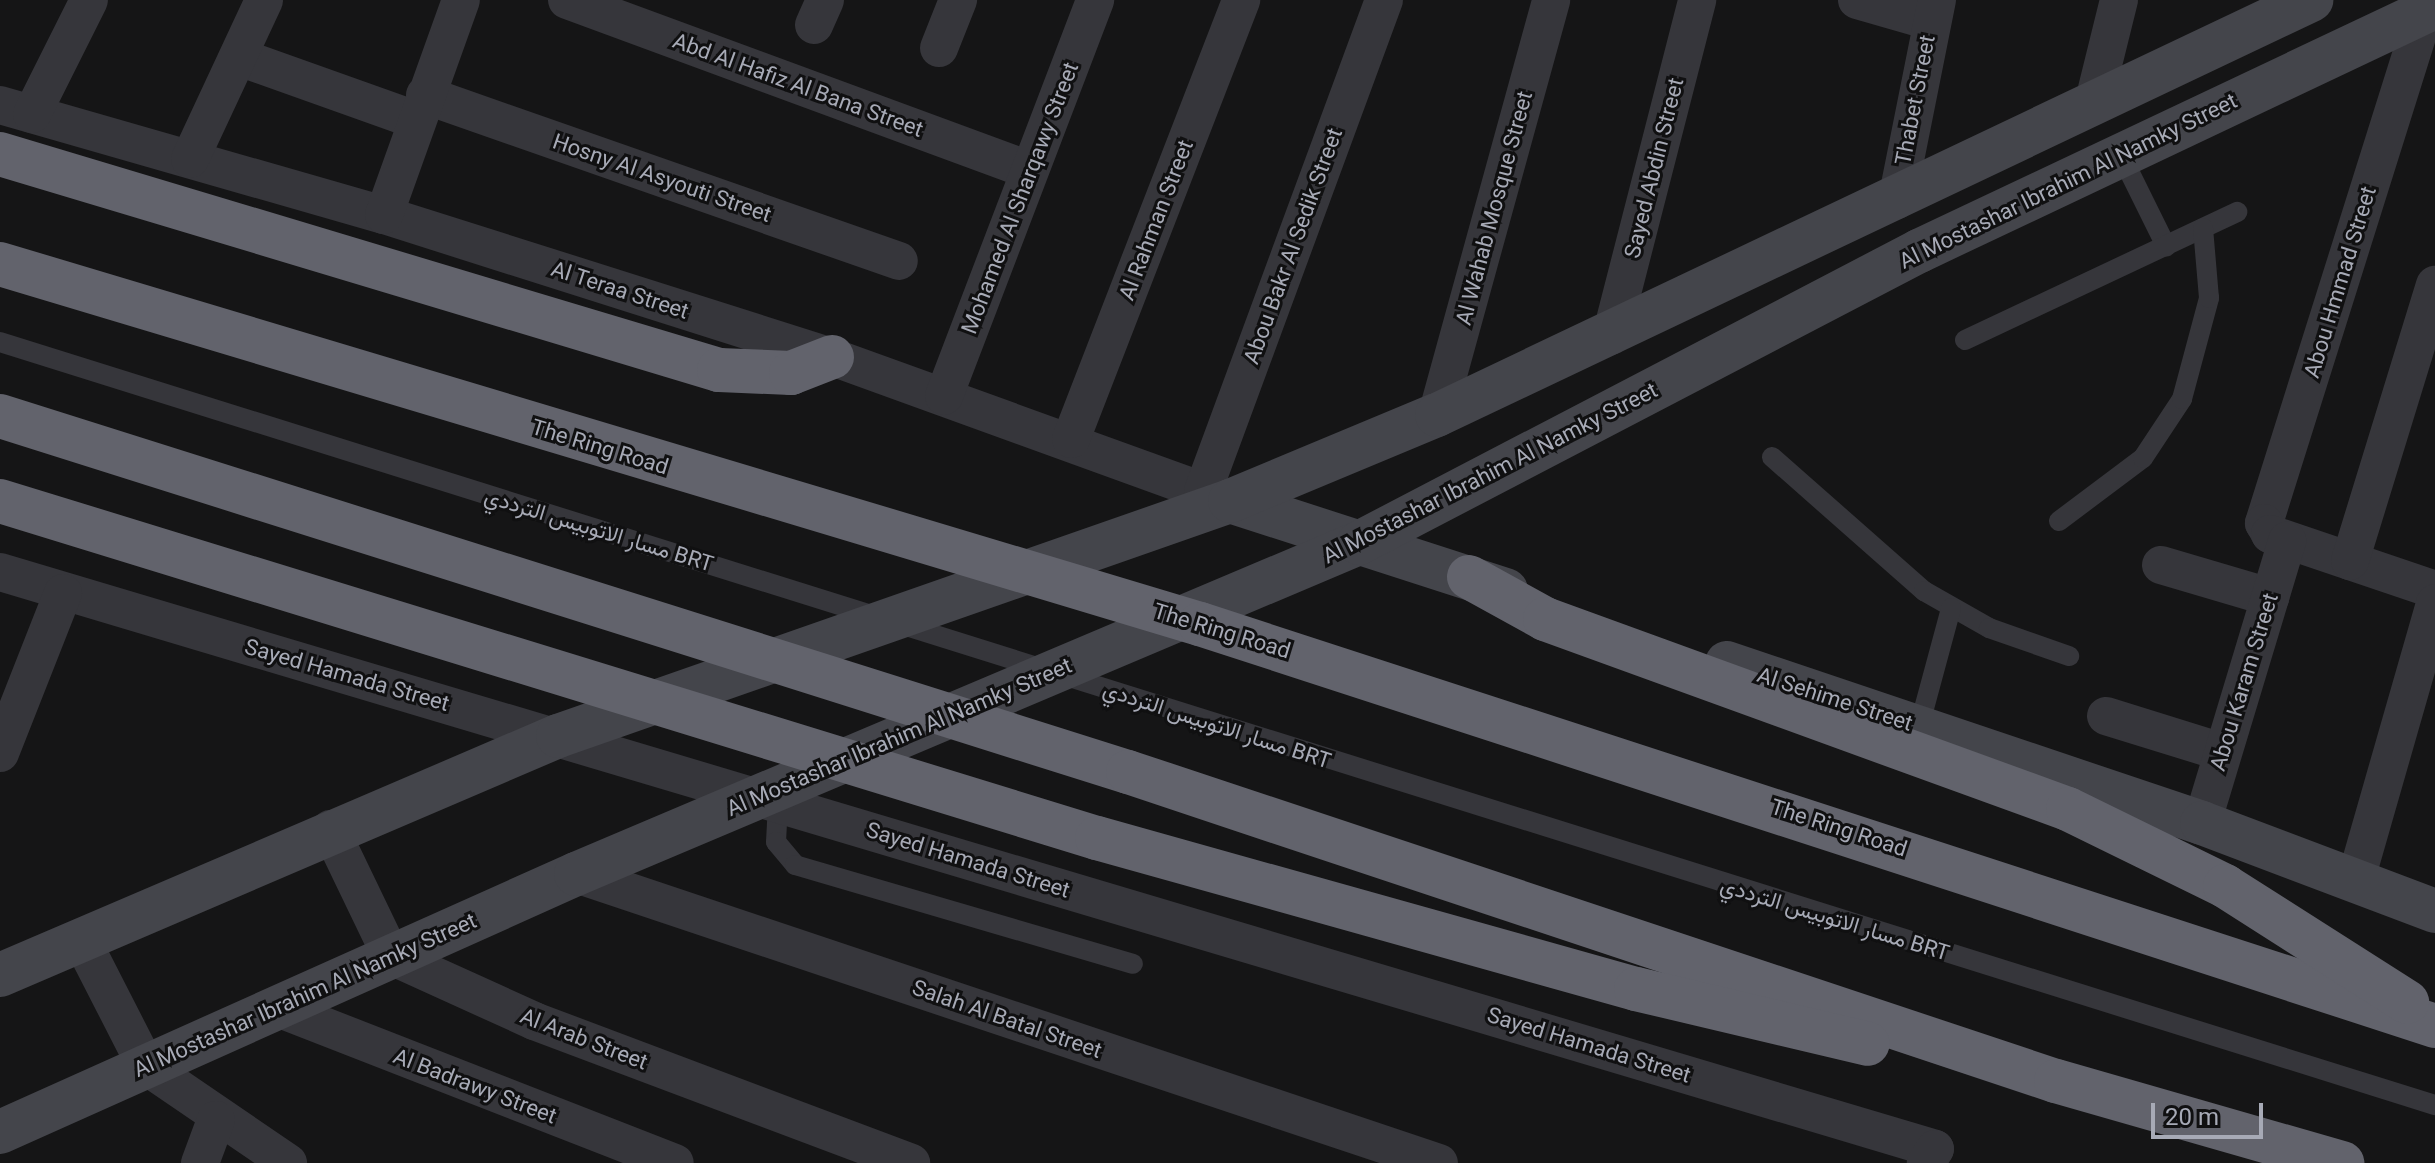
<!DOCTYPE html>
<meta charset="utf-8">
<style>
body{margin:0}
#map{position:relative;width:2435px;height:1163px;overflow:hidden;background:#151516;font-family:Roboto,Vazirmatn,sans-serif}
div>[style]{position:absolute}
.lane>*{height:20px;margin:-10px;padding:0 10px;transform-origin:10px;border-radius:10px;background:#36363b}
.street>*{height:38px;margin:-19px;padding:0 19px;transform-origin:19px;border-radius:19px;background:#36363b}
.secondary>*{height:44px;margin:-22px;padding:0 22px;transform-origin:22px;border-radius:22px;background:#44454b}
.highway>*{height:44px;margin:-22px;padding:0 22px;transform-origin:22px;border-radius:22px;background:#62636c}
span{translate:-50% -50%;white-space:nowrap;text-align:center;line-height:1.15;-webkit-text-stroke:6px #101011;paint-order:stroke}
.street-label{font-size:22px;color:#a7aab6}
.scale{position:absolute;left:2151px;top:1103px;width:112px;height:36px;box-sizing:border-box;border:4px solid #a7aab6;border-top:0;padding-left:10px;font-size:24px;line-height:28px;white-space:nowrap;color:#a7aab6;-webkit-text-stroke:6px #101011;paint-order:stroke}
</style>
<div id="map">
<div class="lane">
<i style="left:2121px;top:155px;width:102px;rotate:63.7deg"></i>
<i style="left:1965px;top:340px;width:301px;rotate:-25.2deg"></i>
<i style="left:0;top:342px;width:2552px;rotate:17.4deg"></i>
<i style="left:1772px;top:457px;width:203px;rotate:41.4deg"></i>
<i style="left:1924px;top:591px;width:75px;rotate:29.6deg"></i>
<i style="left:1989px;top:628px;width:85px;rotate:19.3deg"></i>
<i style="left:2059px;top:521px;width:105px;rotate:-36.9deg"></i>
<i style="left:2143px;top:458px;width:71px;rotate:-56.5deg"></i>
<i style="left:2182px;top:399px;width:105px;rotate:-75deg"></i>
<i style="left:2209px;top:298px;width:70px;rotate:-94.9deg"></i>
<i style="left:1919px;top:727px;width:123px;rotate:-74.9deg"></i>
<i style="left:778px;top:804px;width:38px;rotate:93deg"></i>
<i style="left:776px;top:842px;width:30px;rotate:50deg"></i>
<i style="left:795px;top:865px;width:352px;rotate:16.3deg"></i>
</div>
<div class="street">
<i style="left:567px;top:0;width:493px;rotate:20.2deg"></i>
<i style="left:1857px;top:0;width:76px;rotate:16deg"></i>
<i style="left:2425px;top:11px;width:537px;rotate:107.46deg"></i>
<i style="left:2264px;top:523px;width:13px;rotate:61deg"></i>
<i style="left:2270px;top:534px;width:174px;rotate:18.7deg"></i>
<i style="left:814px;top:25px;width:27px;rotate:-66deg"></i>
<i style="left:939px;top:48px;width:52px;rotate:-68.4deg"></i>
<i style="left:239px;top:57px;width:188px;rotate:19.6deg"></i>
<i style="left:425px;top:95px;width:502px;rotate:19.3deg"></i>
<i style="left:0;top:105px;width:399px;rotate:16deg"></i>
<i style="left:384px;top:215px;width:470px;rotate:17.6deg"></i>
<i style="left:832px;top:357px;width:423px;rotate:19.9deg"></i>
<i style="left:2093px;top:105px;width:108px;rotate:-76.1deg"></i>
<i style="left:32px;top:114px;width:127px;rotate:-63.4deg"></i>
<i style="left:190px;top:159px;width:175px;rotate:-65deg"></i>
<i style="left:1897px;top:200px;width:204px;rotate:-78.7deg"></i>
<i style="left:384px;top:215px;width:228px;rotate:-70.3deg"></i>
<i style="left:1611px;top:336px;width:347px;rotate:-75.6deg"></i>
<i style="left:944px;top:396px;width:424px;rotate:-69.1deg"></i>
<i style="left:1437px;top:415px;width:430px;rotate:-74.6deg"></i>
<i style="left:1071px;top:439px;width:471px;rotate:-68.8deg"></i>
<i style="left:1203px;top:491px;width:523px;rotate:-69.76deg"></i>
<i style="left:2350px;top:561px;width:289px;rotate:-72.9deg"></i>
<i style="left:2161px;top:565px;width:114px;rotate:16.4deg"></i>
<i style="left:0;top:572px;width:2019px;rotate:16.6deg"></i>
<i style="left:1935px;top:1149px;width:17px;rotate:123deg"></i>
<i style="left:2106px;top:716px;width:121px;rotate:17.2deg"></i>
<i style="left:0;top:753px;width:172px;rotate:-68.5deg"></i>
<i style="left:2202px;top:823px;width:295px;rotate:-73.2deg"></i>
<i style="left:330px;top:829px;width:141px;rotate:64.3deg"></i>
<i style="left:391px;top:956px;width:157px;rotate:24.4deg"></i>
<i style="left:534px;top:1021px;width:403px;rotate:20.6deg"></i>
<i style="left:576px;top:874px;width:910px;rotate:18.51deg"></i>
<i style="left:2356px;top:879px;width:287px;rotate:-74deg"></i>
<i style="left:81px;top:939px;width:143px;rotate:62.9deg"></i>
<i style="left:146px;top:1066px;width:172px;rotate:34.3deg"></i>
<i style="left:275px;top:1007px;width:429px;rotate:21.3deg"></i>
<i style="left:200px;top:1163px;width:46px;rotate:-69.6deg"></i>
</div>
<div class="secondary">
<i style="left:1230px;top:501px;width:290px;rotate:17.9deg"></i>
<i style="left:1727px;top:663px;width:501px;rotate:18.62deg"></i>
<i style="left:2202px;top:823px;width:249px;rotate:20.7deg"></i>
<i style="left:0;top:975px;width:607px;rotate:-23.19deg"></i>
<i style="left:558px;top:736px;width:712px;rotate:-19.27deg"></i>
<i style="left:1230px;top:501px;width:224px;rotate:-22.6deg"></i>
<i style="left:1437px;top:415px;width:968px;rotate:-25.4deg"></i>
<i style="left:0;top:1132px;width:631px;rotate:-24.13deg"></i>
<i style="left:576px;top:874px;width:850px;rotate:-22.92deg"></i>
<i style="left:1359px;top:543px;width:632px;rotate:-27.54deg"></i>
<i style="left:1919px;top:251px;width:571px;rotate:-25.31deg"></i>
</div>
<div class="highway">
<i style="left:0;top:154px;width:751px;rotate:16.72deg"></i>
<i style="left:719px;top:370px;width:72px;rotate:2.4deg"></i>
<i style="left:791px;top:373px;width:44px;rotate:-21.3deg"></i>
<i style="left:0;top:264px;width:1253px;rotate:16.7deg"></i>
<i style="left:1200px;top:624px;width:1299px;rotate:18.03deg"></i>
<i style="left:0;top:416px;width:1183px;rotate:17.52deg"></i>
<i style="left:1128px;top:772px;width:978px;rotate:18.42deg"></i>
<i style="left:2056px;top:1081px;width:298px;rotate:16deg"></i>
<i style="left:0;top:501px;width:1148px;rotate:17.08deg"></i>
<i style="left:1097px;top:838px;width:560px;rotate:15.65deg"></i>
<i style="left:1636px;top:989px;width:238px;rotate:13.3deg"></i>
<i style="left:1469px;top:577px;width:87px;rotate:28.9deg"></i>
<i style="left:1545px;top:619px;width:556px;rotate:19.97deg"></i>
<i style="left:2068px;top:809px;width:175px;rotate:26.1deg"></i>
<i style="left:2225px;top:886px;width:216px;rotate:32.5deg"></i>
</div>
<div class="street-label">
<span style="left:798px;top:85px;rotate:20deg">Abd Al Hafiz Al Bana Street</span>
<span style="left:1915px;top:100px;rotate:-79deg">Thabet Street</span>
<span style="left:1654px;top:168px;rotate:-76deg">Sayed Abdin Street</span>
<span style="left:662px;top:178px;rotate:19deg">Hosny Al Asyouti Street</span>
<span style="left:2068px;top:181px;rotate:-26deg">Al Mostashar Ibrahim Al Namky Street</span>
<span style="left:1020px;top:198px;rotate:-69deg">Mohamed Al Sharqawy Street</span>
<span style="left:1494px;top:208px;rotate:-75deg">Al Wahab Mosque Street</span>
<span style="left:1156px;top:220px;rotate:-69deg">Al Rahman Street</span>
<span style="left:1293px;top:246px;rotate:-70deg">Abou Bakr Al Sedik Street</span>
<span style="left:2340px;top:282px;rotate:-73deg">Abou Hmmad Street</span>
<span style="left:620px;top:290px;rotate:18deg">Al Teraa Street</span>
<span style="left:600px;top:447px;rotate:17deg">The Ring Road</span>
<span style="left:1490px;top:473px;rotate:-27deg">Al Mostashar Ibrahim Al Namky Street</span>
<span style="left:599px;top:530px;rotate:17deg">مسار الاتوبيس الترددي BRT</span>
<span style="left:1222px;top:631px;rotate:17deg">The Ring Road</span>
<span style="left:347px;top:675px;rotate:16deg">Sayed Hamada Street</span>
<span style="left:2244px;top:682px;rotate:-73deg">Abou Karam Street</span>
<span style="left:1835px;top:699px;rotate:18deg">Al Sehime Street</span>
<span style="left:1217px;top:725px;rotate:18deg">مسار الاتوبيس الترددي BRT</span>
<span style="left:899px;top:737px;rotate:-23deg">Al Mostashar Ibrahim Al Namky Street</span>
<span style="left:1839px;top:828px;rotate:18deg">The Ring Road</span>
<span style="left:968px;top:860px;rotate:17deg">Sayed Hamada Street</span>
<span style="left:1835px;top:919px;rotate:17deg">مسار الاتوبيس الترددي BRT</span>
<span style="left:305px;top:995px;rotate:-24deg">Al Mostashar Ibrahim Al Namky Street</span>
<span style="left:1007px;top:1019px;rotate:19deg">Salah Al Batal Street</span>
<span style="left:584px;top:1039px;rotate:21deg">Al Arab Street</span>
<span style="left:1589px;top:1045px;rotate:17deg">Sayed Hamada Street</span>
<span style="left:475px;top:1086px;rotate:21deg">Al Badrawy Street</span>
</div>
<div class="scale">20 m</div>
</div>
^^^^^^^^
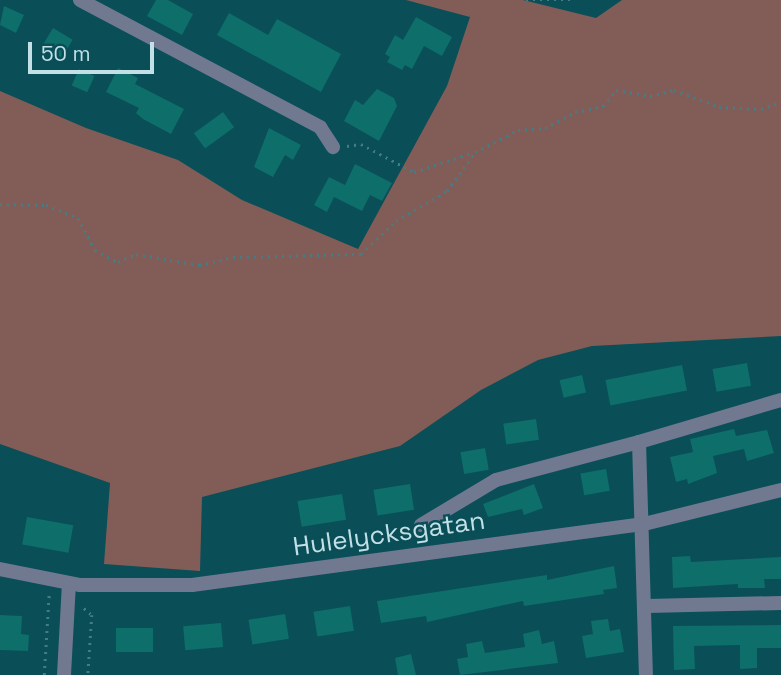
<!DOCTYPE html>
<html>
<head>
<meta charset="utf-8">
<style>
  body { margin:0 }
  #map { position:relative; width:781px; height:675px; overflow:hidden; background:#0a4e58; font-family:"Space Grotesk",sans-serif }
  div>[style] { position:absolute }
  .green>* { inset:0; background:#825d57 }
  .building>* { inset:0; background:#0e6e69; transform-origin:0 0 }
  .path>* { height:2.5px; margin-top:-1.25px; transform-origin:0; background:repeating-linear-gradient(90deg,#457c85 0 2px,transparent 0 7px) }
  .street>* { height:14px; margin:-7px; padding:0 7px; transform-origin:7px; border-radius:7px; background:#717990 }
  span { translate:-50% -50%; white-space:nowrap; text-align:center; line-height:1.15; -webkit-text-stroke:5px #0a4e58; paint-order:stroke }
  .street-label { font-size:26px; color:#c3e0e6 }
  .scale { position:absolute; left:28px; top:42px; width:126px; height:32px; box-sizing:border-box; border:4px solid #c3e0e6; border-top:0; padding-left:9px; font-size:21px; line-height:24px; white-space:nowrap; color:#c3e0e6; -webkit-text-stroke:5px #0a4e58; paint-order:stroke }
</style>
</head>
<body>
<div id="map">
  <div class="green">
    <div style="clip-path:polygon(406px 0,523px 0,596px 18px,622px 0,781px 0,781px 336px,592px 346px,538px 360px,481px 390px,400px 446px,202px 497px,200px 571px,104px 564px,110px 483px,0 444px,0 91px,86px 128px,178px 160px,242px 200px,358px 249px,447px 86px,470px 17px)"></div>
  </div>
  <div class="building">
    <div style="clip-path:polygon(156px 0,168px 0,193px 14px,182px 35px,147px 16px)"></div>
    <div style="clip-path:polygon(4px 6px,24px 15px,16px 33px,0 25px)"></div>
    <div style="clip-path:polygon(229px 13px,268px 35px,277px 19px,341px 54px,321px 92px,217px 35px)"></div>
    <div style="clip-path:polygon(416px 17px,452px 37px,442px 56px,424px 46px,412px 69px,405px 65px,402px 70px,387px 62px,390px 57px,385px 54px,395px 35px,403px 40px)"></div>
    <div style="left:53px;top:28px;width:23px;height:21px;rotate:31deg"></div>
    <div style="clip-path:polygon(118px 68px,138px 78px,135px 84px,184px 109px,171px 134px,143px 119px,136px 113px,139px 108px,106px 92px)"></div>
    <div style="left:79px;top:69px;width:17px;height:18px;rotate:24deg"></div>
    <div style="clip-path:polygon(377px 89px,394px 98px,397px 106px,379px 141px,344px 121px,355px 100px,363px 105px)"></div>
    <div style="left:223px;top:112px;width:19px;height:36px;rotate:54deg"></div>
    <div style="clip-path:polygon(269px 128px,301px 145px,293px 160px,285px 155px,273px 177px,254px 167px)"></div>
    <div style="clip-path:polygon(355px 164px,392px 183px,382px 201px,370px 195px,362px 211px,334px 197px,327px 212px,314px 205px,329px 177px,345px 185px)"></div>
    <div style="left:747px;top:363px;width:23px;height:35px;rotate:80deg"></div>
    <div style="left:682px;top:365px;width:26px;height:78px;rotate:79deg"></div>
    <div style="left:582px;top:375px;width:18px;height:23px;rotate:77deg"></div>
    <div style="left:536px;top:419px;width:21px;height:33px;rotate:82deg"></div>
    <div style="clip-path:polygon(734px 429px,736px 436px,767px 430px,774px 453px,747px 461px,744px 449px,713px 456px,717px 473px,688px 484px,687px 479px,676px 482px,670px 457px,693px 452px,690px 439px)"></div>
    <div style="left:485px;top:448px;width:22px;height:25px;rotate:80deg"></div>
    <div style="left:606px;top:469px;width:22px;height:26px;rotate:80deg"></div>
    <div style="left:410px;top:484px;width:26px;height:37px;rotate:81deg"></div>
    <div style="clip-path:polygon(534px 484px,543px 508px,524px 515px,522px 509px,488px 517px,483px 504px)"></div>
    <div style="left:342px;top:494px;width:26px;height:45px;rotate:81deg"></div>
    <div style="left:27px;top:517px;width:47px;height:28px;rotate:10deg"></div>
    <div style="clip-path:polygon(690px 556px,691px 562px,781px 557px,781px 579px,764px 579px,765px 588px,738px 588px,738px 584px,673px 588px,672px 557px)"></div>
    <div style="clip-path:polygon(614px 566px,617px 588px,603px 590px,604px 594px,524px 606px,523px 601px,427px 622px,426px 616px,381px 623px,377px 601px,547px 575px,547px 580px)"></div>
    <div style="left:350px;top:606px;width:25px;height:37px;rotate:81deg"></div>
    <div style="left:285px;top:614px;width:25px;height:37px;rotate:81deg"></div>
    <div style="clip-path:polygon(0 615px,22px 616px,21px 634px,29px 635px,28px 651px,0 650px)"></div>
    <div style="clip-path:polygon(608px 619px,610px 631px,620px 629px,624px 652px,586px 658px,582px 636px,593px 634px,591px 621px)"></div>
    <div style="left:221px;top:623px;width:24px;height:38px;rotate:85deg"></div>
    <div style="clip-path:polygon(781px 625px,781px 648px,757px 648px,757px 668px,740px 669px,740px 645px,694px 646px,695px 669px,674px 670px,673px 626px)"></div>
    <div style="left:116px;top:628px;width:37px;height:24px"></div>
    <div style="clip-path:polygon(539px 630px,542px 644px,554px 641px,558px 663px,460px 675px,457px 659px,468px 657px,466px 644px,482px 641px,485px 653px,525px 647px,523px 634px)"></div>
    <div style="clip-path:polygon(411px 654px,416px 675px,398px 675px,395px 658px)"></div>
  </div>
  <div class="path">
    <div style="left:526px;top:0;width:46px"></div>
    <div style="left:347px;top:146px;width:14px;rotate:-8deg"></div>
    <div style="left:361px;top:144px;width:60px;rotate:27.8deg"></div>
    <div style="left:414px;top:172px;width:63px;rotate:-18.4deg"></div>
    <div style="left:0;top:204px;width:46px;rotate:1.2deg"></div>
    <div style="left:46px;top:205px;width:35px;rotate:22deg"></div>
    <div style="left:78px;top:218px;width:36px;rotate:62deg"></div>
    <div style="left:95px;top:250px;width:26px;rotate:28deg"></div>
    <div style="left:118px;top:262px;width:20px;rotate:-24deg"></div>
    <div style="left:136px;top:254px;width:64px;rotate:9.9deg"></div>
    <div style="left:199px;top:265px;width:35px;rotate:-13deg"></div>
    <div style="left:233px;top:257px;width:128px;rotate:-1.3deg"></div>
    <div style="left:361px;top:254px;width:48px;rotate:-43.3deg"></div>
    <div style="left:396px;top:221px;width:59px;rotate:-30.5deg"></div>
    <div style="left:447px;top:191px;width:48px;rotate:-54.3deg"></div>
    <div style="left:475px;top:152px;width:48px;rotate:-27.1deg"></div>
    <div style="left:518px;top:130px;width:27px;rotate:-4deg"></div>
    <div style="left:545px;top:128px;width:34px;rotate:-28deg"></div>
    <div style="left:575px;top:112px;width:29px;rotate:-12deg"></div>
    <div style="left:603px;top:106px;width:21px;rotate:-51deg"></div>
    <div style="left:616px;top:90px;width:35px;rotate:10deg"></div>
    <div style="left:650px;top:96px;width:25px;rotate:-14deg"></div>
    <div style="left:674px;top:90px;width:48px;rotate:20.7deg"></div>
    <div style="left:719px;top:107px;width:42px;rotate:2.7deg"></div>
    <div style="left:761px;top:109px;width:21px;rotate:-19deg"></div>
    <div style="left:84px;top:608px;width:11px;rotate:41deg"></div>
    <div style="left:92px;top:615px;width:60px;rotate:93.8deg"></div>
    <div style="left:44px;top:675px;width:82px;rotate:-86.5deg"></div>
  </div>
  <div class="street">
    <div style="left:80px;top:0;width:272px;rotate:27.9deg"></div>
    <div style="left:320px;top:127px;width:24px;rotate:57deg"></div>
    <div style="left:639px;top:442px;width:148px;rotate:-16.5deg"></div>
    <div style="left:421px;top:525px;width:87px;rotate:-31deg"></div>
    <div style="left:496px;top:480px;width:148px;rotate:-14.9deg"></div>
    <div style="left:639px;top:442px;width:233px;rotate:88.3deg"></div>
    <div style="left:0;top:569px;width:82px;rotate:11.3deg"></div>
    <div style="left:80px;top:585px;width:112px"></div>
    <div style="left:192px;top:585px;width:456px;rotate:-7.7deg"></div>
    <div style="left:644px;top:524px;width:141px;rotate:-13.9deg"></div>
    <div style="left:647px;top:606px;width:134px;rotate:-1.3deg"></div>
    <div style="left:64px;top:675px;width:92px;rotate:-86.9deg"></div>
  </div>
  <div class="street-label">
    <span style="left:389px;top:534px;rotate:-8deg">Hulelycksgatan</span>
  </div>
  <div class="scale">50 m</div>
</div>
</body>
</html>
^^^^^^^^
> Try it
Each line of the records above that includes the string "serif" should be counted. Report the total alone.

> Exercise response
2